**RECORD EXCERPTS:**
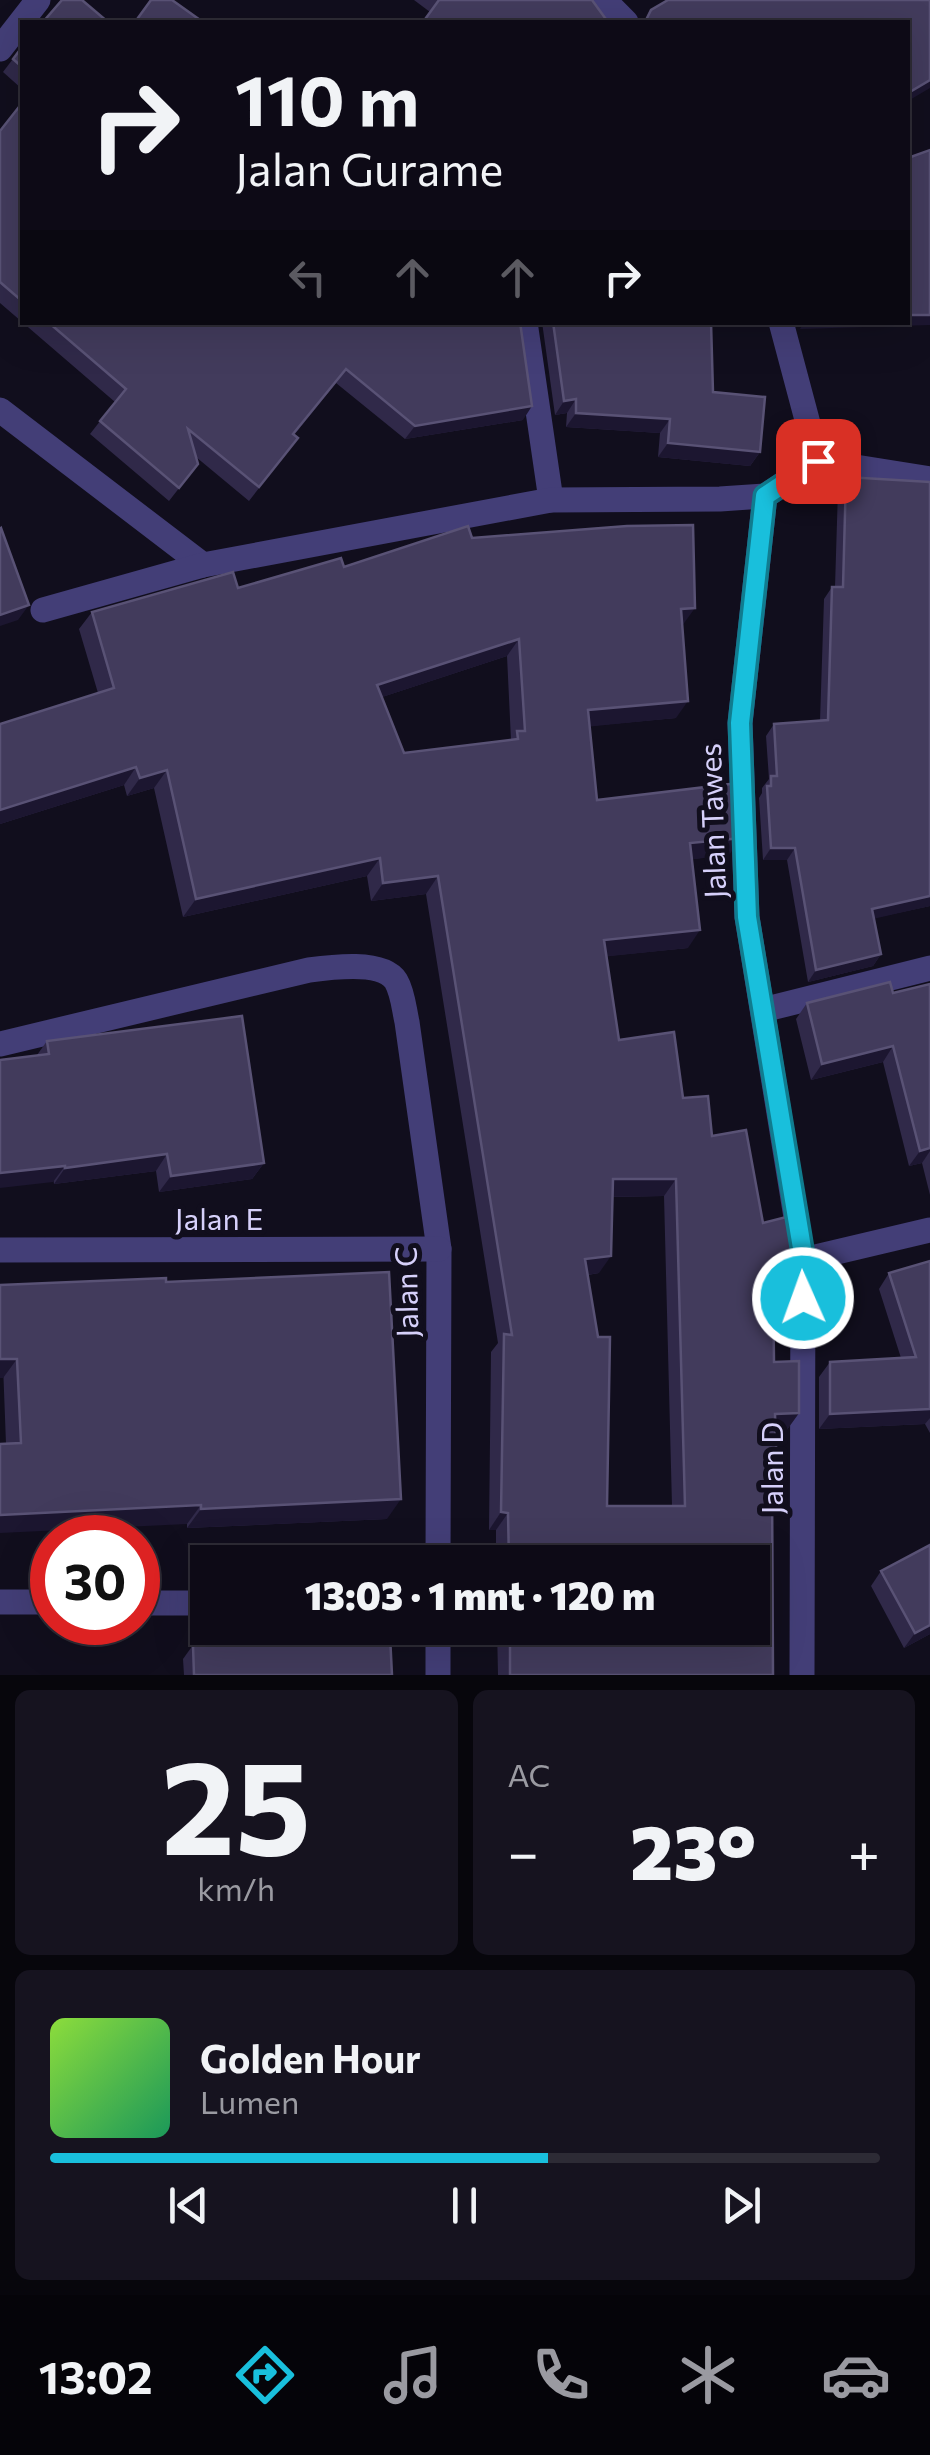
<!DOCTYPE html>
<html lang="id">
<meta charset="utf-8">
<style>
body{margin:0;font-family:Commissioner,sans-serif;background:#16131f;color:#f1f3f6;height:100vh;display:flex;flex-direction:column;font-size:38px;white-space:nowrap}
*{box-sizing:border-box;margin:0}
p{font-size:32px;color:#9a9aa1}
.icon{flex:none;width:55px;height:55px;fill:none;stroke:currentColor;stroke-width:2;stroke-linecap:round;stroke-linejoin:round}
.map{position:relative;height:1675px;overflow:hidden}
.side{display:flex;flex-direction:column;gap:15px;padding:15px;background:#07060c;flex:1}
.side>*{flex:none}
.top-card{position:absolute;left:20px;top:20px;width:890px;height:305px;border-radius:0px;box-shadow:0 10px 40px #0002,0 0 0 2px #2d2b35;background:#0d0a16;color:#f1f3f6;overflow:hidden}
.speed{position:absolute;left:30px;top:1515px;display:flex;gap:20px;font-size:50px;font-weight:700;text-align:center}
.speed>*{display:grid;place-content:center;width:130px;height:130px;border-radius:50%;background:#0d0a16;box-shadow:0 10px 40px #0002,0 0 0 2px #2d2b35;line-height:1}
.speed .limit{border:15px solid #d22;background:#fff;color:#111}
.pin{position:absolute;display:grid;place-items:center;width:85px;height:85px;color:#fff;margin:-42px;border-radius:20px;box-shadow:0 5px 15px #0006}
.me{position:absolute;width:110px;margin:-55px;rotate:358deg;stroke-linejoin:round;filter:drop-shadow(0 0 8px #0008)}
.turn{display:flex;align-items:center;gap:35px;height:210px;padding:0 50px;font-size:45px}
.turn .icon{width:130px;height:130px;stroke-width:2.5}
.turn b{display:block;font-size:70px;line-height:85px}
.lanes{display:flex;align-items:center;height:95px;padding:0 50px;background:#0003;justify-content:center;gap:50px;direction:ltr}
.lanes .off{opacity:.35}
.big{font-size:75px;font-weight:800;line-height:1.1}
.side .widget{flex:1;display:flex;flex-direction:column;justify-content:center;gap:15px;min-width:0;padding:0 35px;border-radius:15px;background:#16131f}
.side .dial{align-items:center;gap:0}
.dial b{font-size:130px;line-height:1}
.song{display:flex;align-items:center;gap:30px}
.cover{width:120px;height:120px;border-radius:15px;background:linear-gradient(135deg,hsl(90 70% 55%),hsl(150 70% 35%))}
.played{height:10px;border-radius:5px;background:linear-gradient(90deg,#19bfdc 60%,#2d2b35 60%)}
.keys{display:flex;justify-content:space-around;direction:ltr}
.heat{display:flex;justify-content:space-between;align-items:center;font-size:55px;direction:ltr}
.side .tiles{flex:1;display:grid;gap:15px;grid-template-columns:1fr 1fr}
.widget:last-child{grid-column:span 2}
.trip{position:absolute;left:190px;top:1545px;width:580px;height:100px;border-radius:0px;background:#0d0a16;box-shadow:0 10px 40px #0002,0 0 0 2px #2d2b35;font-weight:800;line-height:100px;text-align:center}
.menu{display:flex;height:160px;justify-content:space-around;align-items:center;background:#050409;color:#9a9aa1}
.menu .icon{width:70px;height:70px}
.menu .on{color:#19bfdc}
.menu b{font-size:45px;color:#f1f3f6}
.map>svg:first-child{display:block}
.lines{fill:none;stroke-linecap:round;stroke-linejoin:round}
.minor{stroke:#433e77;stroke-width:25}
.wall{fill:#302949;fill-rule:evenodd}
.shaded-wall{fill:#1c1630}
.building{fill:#423b5c;stroke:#595275;stroke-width:2.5;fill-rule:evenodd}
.route-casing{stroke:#107c8f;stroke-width:25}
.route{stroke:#19bfdc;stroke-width:18}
.labels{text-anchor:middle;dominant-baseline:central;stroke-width:10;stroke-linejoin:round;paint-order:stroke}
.street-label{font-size:30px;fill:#d6d0fa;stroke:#110e1d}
</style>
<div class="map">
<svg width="930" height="1675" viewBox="0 0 930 1675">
<rect width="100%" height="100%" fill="#110e1d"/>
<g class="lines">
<!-- minor -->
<g class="minor">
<polyline points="604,0 626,22"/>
<polyline points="0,49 38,0"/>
<polyline points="525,322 551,500"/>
<polyline points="781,322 818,461"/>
<polyline points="0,410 203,565"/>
<polyline points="765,496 740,723 747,917 803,1260 802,1675"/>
<polyline points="43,610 203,565 551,500 720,499 765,496 818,461 930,479"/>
<polyline points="763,1010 930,968"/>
<path d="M 0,1044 L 309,970 C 331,967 383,960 396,981 C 403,993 404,1009 407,1022 L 439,1249 L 438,1562"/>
<polyline points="0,1250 439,1249"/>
<polyline points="803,1260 930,1230"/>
<polyline points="0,1602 52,1602"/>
<polyline points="138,1603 208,1603"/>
<polyline points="438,1628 438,1675"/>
</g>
</g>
<!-- wall -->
<g class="wall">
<polygon points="414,0 592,0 608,22 430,12"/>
<polygon points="22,47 22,89 3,72"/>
<polygon points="22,103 22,322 520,322 523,420 405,439 336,383 294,435 298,438 249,501 196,457 198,464 169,501 90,434 115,402 0,303 0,131"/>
<polygon points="542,322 711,322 713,392 760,452 750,466 658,457 660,433 566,427 567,413 555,415"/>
<polygon points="846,477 930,482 930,906 874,918 881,954 873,966 808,982 787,860 763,860 759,798 762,793 762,788 769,779 766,736 774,724 820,721 824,599 832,587 835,587 838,489"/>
<path d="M 472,538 L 682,626 L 676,718 L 589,726 L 597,800 L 729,855 L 692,859 L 688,948 L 607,956 L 619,1040 L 683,1098 L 712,1136 L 763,1223 L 787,1288 L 773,1291 L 774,1362 L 799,1413 L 786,1431 L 776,1432 L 772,1483 L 773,1675 L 498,1675 L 497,1628 L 752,1628 L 752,1562 L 496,1562 L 496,1530 L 489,1530 L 491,1352 L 498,1343 L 426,894 L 371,901 L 367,876 L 183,917 L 154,788 L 127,796 L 124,785 L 0,824 L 0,724 L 98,693 L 79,629 L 92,612 L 238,588 L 344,567 ZM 507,656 L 511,740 L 404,753 L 382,697 ZM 664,1196 L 672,1506 L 607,1506 L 588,1275 L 599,1273 L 612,1197 Z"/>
<polygon points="930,984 930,1195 922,1163 909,1166 883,1062 811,1080 796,1019 807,1003 893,993"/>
<polygon points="47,1041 264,1163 252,1179 159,1192 156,1171 54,1184 37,1055"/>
<polygon points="930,1261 930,1433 925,1424 819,1429 819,1377 830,1362 901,1358 879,1289 889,1273"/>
<polygon points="166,1282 387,1519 187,1528 187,1524 6,1444 0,1285"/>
<polygon points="930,1545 930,1634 904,1648 871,1586 881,1571"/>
<polygon points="193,1645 392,1675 184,1675 183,1659"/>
</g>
<!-- shaded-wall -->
<g class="shaded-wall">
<polygon points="930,80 930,88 908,101 908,93"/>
<polygon points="908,315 930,315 930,325 800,329 804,322 908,322"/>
<polygon points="346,369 336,383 283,448 293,434"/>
<polygon points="576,399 567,413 555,415 564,401"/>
<polygon points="532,406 523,420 405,439 415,426"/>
<polygon points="576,413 670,419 660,433 566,427"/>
<polygon points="668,443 760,452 750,466 658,457"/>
<polygon points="29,605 18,620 0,626 0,615"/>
<polygon points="695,608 682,626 681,609"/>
<polygon points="519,639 507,656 364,703 377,685"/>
<polygon points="688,701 676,718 575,728 588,710"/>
<polygon points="136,767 124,785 0,824 0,810"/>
<polygon points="167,770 154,788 127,796 140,778"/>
<polygon points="741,838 729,855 678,861 690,843"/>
<polygon points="771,848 795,848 787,860 763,860"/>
<polygon points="380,858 367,876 183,917 196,899"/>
<polygon points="438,876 426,894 371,901 383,883"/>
<polygon points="930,896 930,906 864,921 872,909"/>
<polygon points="700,930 688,948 592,958 604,940"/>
<polygon points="881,954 873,966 808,982 816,970"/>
<polygon points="893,1046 883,1062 811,1080 822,1064"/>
<polygon points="930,1148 930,1151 922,1163 909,1166 920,1151"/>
<polygon points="167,1154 156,1171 54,1184 65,1168"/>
<polygon points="264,1163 252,1179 159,1192 171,1176"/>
<polygon points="65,1166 53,1182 0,1188 0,1173"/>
<polygon points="613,1179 676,1179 664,1196 600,1197"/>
<polygon points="611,1256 599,1273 573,1277 585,1259"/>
<polygon points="799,1270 787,1288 760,1294 773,1277"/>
<polygon points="0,1359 17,1359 3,1378 0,1378"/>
<polygon points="930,1409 930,1418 925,1424 819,1429 830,1414"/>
<polygon points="799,1413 786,1431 763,1432 775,1414"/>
<polygon points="401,1499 387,1519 187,1528 201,1509"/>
<polygon points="201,1505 187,1524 0,1533 0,1515"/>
<polygon points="501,1512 508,1513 496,1530 489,1530"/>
<polygon points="930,1625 930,1634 904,1648 915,1633"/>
</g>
<!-- building -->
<g class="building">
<polygon points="62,0 82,0 108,22 43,22"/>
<polygon points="151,0 172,0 200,20 198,22 135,22"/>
<polygon points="439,0 592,0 608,22 423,22"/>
<polygon points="668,0 930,0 930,80 908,93 908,22 642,22 646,20 651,10"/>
<polygon points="22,47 22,67 13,59"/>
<polygon points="22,103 22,301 0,282 0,131"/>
<polygon points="930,150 930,315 908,315 908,158"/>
<polygon points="48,322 520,322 532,406 415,426 346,369 293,434 298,438 259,487 188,429 198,464 179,488 100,421 126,389"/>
<polygon points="553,322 711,322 713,392 765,397 760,452 668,443 670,419 576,413 576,399 564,401"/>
<polygon points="846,477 930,482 930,896 872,909 881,954 816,970 795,848 771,848 767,786 771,786 771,776 777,776 774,724 828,720 832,587 843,587"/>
<path d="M 693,525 L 695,608 L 681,609 L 688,701 L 588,710 L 597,800 L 739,783 L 741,838 L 690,843 L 700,930 L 604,940 L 619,1040 L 674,1032 L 683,1098 L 708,1096 L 712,1136 L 746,1130 L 763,1223 L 794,1215 L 796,1224 L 799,1244 L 799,1270 L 773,1277 L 774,1362 L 799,1361 L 799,1413 L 775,1414 L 777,1477 L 772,1477 L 773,1675 L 510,1675 L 510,1628 L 752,1628 L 752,1562 L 509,1562 L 508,1513 L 501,1512 L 504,1334 L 512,1335 L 438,876 L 383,883 L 380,858 L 196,899 L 167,770 L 140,778 L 136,767 L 0,810 L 0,724 L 114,688 L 92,612 L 233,572 L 238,588 L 341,558 L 344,567 L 468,526 L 472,538 L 627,526 ZM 519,639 L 525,731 L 517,731 L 518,739 L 404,753 L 377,685 ZM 613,1179 L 676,1179 L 685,1506 L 607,1506 L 610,1337 L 598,1337 L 585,1259 L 611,1256 Z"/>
<polygon points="1,528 29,605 0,615 0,529"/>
<polygon points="890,982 893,993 930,984 930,1148 920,1151 893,1046 822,1064 807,1003"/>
<polygon points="242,1016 264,1163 171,1176 167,1154 65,1168 65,1166 0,1173 0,1060 49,1054 47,1041"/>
<polygon points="930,1261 930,1409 830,1414 830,1362 916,1357 889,1273"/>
<polygon points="389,1272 401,1499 201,1509 201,1505 0,1515 0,1444 21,1443 17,1359 0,1359 0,1285 166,1278 166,1282"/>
<polygon points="930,1545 930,1625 915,1633 881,1571"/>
<polygon points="390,1635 392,1675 194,1675 193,1645"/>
</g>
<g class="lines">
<defs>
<polyline id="route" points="803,1298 804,1260 747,917 740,723 765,496 818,461"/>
</defs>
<!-- route casing -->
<use href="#route" class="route-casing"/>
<!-- route -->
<use href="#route" class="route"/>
</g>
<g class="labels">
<!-- street labels -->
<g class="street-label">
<text transform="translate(711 821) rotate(-92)">Jalan Tawes</text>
<text x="219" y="1217">Jalan E</text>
<text transform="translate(405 1292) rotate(-91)">Jalan C</text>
<text transform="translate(770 1468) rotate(-90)">Jalan D</text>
</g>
</g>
</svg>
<div class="speed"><div class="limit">30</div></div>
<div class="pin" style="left:818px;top:461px;background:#d93025"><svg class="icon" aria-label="arrive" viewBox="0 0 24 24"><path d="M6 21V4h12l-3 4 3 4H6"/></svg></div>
<svg class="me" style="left:803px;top:1298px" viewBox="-20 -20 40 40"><circle r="17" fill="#19bfdc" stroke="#fff" stroke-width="3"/><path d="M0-11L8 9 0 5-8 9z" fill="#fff"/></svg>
<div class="trip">13:03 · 1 mnt · 120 m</div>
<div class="top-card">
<div class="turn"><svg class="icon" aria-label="right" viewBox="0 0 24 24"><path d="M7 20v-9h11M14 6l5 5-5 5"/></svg><div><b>110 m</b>Jalan Gurame</div></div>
<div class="lanes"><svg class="icon off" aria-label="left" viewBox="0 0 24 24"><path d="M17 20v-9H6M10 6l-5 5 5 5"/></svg><svg class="icon off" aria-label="ahead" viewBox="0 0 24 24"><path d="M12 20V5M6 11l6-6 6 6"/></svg><svg class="icon off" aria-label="ahead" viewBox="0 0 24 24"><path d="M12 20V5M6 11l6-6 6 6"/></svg><svg class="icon" aria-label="right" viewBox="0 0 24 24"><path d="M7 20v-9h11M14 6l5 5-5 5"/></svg></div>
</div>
</div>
<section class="side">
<div class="tiles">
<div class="widget dial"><b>25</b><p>km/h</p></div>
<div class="widget"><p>AC</p>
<div class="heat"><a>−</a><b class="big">23°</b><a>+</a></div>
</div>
<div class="widget">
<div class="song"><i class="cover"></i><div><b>Golden Hour</b><p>Lumen</p></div></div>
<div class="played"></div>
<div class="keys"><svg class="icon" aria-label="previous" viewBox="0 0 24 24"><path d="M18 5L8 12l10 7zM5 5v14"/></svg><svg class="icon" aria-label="pause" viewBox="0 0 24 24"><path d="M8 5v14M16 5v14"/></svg><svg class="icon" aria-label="next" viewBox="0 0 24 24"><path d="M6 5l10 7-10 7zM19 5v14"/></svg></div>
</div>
</div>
</section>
<nav class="menu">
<b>13:02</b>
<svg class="icon on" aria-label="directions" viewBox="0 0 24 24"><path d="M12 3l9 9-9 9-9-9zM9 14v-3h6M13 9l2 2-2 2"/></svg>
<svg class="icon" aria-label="music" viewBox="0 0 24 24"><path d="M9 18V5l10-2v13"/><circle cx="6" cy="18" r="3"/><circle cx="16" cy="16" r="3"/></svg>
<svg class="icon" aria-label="phone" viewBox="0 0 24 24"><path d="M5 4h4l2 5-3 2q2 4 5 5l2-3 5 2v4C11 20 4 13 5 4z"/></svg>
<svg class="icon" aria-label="climate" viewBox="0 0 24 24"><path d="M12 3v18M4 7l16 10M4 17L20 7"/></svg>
<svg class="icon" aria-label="car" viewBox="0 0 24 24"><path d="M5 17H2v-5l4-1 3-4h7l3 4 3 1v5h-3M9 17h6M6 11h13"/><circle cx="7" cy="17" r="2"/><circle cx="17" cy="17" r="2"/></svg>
</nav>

**EXERCISE DESCRIPTION:**
Among the entries above, how many lines include the word "played"? Give the number with no comment.

**ANSWER BELOW:**
2